**Problem description**: What lines in the records below include the word "strokeStyle"? Return each one.

Collected data:
*** Block opens ***

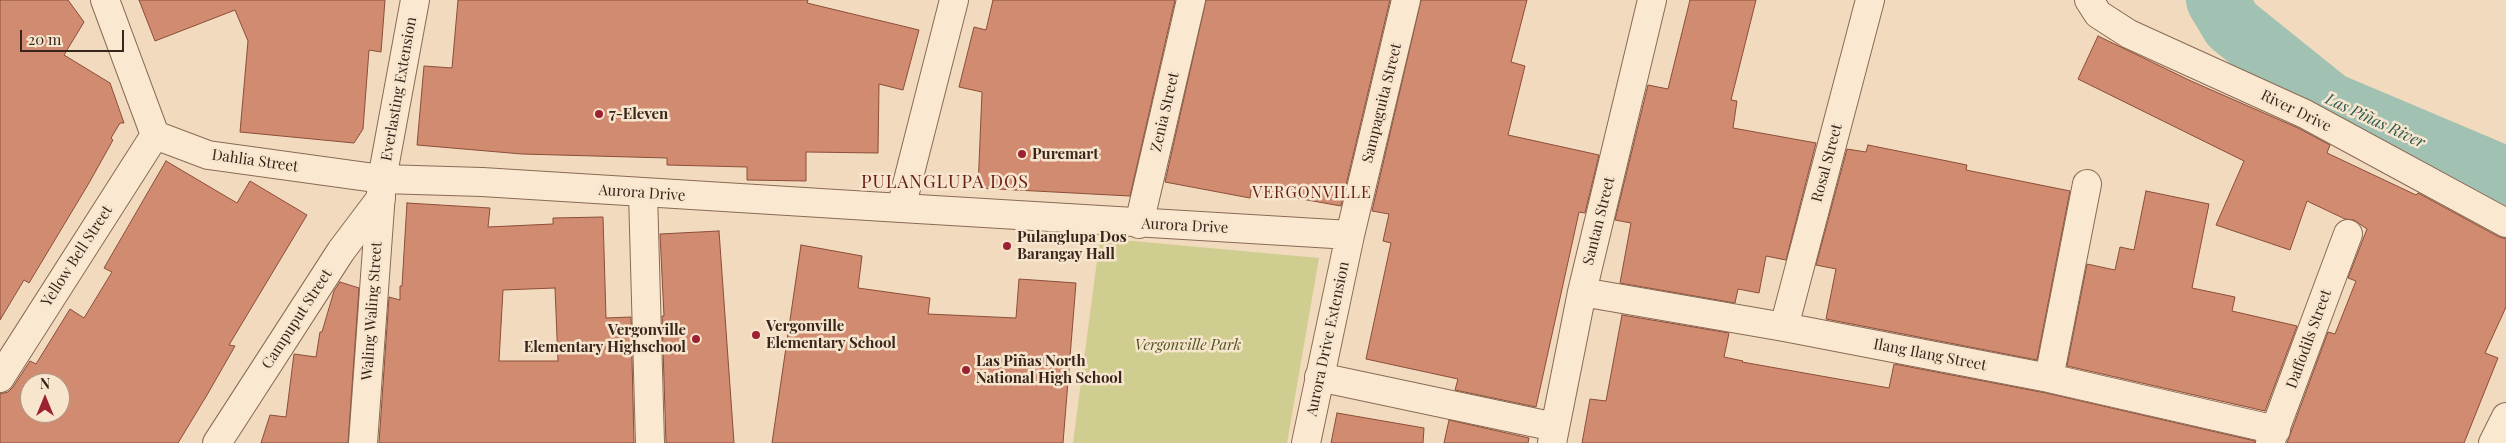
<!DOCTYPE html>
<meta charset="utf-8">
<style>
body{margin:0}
#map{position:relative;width:2506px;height:443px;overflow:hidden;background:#f1dabd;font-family:"Playfair Display",serif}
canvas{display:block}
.north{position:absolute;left:20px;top:373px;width:50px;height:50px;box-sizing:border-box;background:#f7e5cd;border:1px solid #ab9886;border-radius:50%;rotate:0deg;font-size:14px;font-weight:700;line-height:20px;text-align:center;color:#38251b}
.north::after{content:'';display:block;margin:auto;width:18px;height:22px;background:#9c2133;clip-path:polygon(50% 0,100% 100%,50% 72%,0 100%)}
.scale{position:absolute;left:20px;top:30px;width:104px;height:22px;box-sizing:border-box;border:2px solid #38251b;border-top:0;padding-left:6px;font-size:15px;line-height:18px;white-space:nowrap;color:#38251b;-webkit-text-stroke:4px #f7e5cd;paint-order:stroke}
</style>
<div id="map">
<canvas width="2506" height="443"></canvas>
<div class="north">N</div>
<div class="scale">20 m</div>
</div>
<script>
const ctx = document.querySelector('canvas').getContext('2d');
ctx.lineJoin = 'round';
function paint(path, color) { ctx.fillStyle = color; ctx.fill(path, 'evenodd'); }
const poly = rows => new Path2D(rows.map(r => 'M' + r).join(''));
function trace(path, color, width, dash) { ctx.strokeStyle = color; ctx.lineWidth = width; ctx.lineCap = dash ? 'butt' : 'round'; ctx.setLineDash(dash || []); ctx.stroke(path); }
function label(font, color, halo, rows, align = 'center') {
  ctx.font = font + ' "Playfair Display",serif'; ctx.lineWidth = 5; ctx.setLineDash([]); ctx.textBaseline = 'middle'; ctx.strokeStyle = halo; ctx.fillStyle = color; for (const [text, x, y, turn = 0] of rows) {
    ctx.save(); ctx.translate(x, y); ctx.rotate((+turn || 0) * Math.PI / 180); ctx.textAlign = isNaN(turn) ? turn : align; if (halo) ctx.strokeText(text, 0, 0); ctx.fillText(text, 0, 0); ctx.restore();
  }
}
paint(poly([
 [1100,238,1319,258,1287,443,1073,443]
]), '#cfce90');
trace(poly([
 [2217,0,2232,25,2329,103,2506,178]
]), '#a1c1b3', 62);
const building = poly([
 [0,0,68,0,84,22,64,55,110,83,124,123,120,123,111,138,113,140,89,183,29,283,24,280,0,320,0,0],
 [139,0,385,0,381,52,369,50,363,129,354,143,240,132,248,41,235,10,155,41,139,0],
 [458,0,808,0,807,3,919,30,903,90,879,84,878,153,806,152,806,181,747,180,747,167,667,165,667,158,522,154,417,145,424,66,452,68,458,0],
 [993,0,1175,0,1130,196,978,188,982,92,959,87,974,27,986,30,993,0],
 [1206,0,1390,0,1341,206,1251,190,1250,198,1165,182,1206,0],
 [1421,0,1527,0,1511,62,1525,66,1508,135,1599,155,1585,213,1579,212,1536,407,1455,390,1458,379,1366,359,1391,243,1383,241,1389,214,1372,211,1421,0],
 [1690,0,1756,0,1731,100,1737,101,1733,128,1816,143,1786,260,1766,256,1759,293,1738,289,1735,303,1620,283,1631,223,1615,220,1648,85,1668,89,1690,0],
 [2098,36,2191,81,2298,128,2330,145,2327,153,2416,195,2418,193,2499,237,2506,239,2506,307,2485,353,2498,358,2464,443,2287,443,2328,332,2335,334,2356,281,2348,278,2367,229,2354,220,2345,219,2307,201,2290,250,2216,225,2244,161,2078,79,2098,36],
 [1868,145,1967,165,1966,170,2070,191,2037,360,1826,319,1836,269,1816,265,1847,149,1866,152,1868,145],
 [166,161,237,203,250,181,307,215,229,345,235,346,207,395,178,443,0,443,0,394,8,392,13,387,30,361,36,364,70,309,84,318,112,272,104,268,166,161],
 [30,383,60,383,60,413,30,413,30,383],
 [2146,191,2209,204,2192,288,2235,297,2232,311,2297,326,2265,411,2067,366,2087,264,2115,270,2120,247,2134,250,2146,191],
 [407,203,490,208,488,227,553,224,553,218,603,217,606,318,631,317,634,443,379,443,389,297,400,300,400,286,402,286,407,203],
 [555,288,558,361,499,361,503,290,555,288],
 [719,231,734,443,666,443,662,316,664,316,660,234,719,231],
 [801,245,862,256,858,288,930,298,928,314,1016,318,1019,279,1076,283,1063,443,772,443,801,245],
 [340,282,359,288,348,443,261,443,270,415,286,417,294,354,316,357,320,332,322,332,334,291,340,282],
 [1622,315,1729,333,1724,357,1743,361,1742,362,1889,388,1894,364,2046,393,2255,441,2255,443,1582,443,1590,399,1606,401,1622,315],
 [1337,413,1424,428,1423,443,1331,443,1337,413],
 [1449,420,1529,438,1528,443,1444,443,1449,420]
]);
paint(building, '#d18b70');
trace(building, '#8a4e39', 1);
const minor = poly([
 [105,0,155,135,208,155,382,179,415,0],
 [2089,0,2098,14,2129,34,2305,114,2506,223],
 [643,193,650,443],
 [901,208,1350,235],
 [1139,224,1191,0],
 [1582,292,1784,327,2049,378,2276,430],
 [1784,327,1870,0],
 [1319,377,1555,427],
 [0,378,155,135],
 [2049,378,2087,184],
 [217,443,341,251,381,198],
 [1306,443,1350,235,1406,0],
 [1552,443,1582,292,1652,0],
 [2270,443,2348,234],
 [2493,443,2506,417]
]);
const tertiary = poly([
 [363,443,382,179,482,182,901,208,954,0]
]);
trace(minor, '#896a55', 30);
trace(tertiary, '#896a55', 30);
trace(minor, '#fbe8d0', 28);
trace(tertiary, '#fbe8d0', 28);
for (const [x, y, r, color] of [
 [599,114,5,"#9c2133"],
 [1022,154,5,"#9c2133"],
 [1007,246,5,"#9c2133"],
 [756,335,5,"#9c2133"],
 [696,339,5,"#9c2133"],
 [966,370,5,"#9c2133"]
]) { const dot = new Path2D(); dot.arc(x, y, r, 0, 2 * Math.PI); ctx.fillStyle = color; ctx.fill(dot); trace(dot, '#f7e5cd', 2); }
label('15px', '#38251b', '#f7e5cd', [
 ["Everlasting Extension",399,89,-80],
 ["Sampaguita Street",1382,103,-76],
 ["River Drive",2296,111,26],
 ["Zenia Street",1165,112,-77],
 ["Dahlia Street",255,161,8],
 ["Rosal Street",1827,163,-75],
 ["Aurora Drive",642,193,4],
 ["Santan Street",1599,221,-76],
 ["Aurora Drive",1185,226,3],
 ["Yellow Bell Street",77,256,-57],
 ["Waling Waling Street",372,311,-86],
 ["Campuput Street",297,319,-57],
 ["Aurora Drive Extension",1328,339,-78],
 ["Daffodils Street",2309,339,-70],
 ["Ilang Ilang Street",1930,355,11]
]);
label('bold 15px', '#38251b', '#f7e5cd', [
 ["7-Eleven",609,114],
 ["Puremart",1032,154],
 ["Pulanglupa Dos",1017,237],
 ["Barangay Hall",1017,254],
 ["Vergonville",766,326],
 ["Elementary School",766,343],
 ["Vergonville",686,330,"right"],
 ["Elementary Highschool",686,347,"right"],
 ["Las Piñas North",976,361],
 ["National High School",976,378]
], 'left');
label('italic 15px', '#4f5520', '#f7e5cd', [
 ["Vergonville Park",1188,345]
]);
label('italic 16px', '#29594f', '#f7e5cd', [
 ["Las Piñas River",2375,121,25]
]);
ctx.letterSpacing = '1px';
label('16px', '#671d17', '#f7e5cd', [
 ["VERGONVILLE",1312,193]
]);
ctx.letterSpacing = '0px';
ctx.letterSpacing = '1px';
label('18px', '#671d17', '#f7e5cd', [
 ["PULANGLUPA DOS",945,182]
]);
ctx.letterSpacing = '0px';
</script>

*** Block closes ***

**Answer to the problem**:
function trace(path, color, width, dash) { ctx.strokeStyle = color; ctx.lineWidth = width; ctx.lineCap = dash ? 'butt' : 'round'; ctx.setLineDash(dash || []); ctx.stroke(path); }
  ctx.font = font + ' "Playfair Display",serif'; ctx.lineWidth = 5; ctx.setLineDash([]); ctx.textBaseline = 'middle'; ctx.strokeStyle = halo; ctx.fillStyle = color; for (const [text, x, y, turn = 0] of rows) {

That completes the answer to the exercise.